Dad took off work, and I didn't go to school. My parents, Denise, Jerry, and I all got into the Oldsmobile with Dan to see him off at the Oakland train station. Nobody said much on the drive across the bay. We were all bleary-eyed from staying up most of the night. Dan's flight from Vancouver had gotten into San Francisco at eight a.m., and Dad had gone over to the airport to pick him up. Now we were running late for Dan's ten o'clock train departure to Fort Riley.

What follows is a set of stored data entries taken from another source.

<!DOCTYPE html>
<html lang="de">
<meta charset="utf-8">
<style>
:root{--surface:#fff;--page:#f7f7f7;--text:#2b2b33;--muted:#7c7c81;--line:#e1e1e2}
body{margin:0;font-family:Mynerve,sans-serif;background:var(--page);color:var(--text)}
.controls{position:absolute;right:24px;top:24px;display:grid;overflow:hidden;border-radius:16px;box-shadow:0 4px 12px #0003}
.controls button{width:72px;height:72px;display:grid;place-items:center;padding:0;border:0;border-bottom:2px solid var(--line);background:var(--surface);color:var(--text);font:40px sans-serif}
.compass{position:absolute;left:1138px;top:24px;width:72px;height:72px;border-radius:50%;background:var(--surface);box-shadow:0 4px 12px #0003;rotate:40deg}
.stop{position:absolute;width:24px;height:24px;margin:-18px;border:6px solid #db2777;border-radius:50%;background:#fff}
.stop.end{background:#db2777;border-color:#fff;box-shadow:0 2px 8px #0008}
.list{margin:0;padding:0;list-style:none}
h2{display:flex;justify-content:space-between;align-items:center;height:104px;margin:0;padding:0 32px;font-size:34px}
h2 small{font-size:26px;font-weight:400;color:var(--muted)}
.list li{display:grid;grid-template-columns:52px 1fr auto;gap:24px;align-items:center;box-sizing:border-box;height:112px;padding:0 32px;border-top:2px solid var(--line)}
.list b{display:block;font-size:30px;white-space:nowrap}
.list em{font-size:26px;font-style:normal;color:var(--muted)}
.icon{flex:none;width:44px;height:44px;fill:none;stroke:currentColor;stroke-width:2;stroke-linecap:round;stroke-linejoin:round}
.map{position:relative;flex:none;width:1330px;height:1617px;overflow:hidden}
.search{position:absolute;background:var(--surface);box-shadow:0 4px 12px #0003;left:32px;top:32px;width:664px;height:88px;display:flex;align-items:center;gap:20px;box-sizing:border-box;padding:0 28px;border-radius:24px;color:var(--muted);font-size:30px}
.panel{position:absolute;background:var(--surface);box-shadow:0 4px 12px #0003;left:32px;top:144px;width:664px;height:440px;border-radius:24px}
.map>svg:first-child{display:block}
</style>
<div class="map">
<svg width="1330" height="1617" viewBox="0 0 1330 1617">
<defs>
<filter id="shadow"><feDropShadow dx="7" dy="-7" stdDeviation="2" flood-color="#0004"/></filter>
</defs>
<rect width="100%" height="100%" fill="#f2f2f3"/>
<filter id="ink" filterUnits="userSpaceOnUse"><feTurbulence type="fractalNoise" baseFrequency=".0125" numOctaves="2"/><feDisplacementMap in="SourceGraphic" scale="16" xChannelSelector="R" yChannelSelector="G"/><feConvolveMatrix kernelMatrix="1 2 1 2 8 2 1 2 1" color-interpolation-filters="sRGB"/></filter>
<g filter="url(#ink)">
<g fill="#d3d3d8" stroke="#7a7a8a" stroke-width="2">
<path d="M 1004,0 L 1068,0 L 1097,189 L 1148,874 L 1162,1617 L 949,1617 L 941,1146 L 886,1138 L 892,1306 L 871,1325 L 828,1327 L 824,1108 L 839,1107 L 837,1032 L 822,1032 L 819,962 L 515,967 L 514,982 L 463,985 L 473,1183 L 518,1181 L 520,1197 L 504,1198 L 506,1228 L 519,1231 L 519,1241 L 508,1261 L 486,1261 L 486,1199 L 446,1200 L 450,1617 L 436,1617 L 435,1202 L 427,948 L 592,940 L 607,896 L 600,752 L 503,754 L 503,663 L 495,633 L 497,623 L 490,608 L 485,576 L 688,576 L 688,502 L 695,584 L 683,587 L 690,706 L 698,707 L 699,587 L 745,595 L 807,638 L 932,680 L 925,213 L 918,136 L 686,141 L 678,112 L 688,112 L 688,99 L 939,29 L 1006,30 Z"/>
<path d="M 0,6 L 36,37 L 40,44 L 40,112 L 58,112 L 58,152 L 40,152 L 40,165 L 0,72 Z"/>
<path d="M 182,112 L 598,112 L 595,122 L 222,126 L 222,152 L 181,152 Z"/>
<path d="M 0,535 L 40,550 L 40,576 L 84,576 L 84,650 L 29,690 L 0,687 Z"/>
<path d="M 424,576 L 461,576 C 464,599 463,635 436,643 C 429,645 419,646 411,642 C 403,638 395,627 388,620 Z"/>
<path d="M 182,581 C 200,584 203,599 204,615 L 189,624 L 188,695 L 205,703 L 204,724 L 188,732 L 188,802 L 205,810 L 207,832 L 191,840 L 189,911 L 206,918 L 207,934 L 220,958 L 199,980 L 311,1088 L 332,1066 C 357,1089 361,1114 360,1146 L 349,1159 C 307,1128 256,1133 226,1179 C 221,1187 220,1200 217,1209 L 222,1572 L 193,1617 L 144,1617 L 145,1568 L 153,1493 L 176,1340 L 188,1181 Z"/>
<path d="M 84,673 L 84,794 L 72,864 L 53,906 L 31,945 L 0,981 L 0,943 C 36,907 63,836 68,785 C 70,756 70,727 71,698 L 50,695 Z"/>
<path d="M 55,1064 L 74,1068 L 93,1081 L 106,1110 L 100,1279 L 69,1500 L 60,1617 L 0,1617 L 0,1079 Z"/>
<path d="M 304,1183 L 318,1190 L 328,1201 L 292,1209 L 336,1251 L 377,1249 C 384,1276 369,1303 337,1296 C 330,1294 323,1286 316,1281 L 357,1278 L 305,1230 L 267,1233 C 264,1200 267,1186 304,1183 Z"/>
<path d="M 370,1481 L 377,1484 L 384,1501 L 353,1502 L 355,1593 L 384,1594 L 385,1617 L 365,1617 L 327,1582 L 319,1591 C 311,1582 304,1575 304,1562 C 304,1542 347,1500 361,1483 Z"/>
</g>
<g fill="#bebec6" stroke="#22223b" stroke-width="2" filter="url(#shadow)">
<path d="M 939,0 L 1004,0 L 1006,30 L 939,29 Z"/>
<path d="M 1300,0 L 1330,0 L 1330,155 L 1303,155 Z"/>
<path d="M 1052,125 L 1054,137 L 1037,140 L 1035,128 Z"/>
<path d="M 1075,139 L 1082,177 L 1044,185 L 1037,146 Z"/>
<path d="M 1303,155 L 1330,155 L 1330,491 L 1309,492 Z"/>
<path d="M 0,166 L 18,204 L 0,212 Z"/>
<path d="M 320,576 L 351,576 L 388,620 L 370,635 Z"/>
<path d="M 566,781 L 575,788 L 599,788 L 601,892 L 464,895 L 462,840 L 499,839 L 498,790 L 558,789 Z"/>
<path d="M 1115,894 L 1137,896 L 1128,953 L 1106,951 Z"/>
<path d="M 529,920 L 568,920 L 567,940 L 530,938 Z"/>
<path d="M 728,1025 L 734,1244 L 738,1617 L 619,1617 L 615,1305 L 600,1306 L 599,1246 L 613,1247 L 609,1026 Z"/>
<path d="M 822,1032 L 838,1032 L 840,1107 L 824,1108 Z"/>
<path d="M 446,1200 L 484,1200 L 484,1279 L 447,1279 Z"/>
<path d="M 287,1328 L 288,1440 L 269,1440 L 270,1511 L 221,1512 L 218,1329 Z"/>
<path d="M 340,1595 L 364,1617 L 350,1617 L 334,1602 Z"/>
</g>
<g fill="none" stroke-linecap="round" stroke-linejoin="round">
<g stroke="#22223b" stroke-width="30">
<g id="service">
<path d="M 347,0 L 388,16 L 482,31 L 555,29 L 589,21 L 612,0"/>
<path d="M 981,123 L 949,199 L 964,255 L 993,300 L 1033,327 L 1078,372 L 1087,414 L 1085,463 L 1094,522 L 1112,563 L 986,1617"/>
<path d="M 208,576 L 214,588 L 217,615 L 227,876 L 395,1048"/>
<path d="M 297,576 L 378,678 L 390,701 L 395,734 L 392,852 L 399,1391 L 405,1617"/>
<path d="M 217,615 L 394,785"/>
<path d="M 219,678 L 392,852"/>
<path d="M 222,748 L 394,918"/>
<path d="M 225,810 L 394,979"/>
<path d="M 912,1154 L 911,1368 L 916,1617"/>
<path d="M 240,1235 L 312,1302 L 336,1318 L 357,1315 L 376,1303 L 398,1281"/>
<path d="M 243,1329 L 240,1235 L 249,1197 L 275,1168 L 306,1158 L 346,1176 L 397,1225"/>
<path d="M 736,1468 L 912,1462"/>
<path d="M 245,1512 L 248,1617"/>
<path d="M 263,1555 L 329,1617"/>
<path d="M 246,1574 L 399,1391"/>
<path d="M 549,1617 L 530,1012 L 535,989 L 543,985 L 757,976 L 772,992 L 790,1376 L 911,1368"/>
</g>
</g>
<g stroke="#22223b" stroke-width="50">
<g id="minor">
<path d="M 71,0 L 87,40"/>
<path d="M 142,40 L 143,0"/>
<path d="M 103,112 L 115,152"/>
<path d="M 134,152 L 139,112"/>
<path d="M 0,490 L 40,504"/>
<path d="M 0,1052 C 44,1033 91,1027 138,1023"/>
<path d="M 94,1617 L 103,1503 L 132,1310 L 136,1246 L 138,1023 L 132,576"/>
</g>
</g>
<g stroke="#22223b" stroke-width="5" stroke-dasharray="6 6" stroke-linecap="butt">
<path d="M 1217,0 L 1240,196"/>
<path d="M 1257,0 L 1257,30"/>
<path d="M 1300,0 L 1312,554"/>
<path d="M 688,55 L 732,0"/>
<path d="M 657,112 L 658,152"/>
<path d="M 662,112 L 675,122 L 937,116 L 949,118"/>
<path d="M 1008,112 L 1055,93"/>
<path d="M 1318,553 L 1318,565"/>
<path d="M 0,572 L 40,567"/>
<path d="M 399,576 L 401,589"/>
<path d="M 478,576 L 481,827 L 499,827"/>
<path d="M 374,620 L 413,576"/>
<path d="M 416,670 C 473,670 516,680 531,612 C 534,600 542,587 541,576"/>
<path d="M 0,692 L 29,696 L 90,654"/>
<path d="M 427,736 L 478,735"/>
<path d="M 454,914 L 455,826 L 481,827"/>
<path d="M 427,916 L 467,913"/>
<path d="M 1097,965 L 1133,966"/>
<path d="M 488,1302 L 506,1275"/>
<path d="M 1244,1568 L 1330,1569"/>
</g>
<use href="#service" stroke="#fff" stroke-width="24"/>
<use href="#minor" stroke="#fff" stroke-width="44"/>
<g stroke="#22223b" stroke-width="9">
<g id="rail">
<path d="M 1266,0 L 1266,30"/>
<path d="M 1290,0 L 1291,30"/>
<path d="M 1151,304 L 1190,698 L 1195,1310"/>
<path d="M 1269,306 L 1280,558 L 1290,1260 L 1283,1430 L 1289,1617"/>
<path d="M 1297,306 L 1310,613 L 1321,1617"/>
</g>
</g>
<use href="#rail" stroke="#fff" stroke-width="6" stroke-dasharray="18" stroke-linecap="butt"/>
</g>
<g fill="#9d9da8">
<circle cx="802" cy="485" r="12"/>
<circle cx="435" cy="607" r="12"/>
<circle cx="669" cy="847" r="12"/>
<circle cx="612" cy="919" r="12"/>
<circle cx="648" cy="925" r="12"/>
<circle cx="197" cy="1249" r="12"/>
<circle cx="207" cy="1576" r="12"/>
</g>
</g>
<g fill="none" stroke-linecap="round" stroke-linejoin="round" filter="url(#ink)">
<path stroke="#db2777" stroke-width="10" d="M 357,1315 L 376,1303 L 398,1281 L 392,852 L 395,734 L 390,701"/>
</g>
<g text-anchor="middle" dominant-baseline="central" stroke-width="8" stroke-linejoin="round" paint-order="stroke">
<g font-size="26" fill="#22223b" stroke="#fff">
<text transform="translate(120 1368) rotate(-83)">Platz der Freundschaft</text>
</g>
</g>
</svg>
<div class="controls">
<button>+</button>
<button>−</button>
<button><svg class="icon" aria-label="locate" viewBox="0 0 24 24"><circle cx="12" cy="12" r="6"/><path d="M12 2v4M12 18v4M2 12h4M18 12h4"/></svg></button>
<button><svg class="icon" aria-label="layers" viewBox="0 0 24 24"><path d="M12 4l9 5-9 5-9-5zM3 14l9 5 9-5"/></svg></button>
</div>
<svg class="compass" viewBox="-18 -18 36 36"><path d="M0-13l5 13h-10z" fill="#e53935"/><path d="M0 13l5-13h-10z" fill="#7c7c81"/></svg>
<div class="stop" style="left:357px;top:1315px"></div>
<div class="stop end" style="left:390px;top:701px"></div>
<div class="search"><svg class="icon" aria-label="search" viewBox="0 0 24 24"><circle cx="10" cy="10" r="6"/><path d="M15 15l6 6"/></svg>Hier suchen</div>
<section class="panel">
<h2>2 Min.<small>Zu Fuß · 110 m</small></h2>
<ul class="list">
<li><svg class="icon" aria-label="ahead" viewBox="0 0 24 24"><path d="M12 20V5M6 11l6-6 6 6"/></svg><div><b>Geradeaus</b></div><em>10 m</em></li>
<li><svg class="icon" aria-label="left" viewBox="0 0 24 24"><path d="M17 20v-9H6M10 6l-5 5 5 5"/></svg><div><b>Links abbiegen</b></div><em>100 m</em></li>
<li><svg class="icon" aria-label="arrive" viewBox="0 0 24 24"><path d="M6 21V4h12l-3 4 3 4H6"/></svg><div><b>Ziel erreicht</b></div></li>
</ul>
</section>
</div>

We had to park several blocks away because hundreds of other families had already arrived to drop their boys off.
We stood around with only a few minutes to spare before Dan had to board the train. Denise and Jerry were holding hands. In the early hours of the morning, Denise had told Jerry she was returning to Cal as an English major in January, and Jerry had told Denise that he had redirected his dissertation to “Making Meaning of Psychoanalysis through the Women's Movement.” With my parents' help, they had talked things out and had decided to get back together.
Now I could see that Mom was trying hard not to cry. Dad delivered his pep talk to Dan in a steady, strong voice. “We're proud of you, son. You're doing the right thing. When Uncle Sam calls you up, you've got to serve, no questions asked. You'll come out of this thing okay, God willing.”
I stared hard at my brother, burning his face into my memory,
thinking of Jimmy Howe disappearing into the darkness at the top of our stairs.
It was time. We gave Dan last-minute hugs, and then he boarded the train. We thought that was the last we'd see of him, but then his face appeared at an upper-deck window. He spotted us and broke into a wide, forlorn grin. I waved so furiously it felt like my hand might fly off my wrist. Dan looked right at me and splayed two fingers. Peace.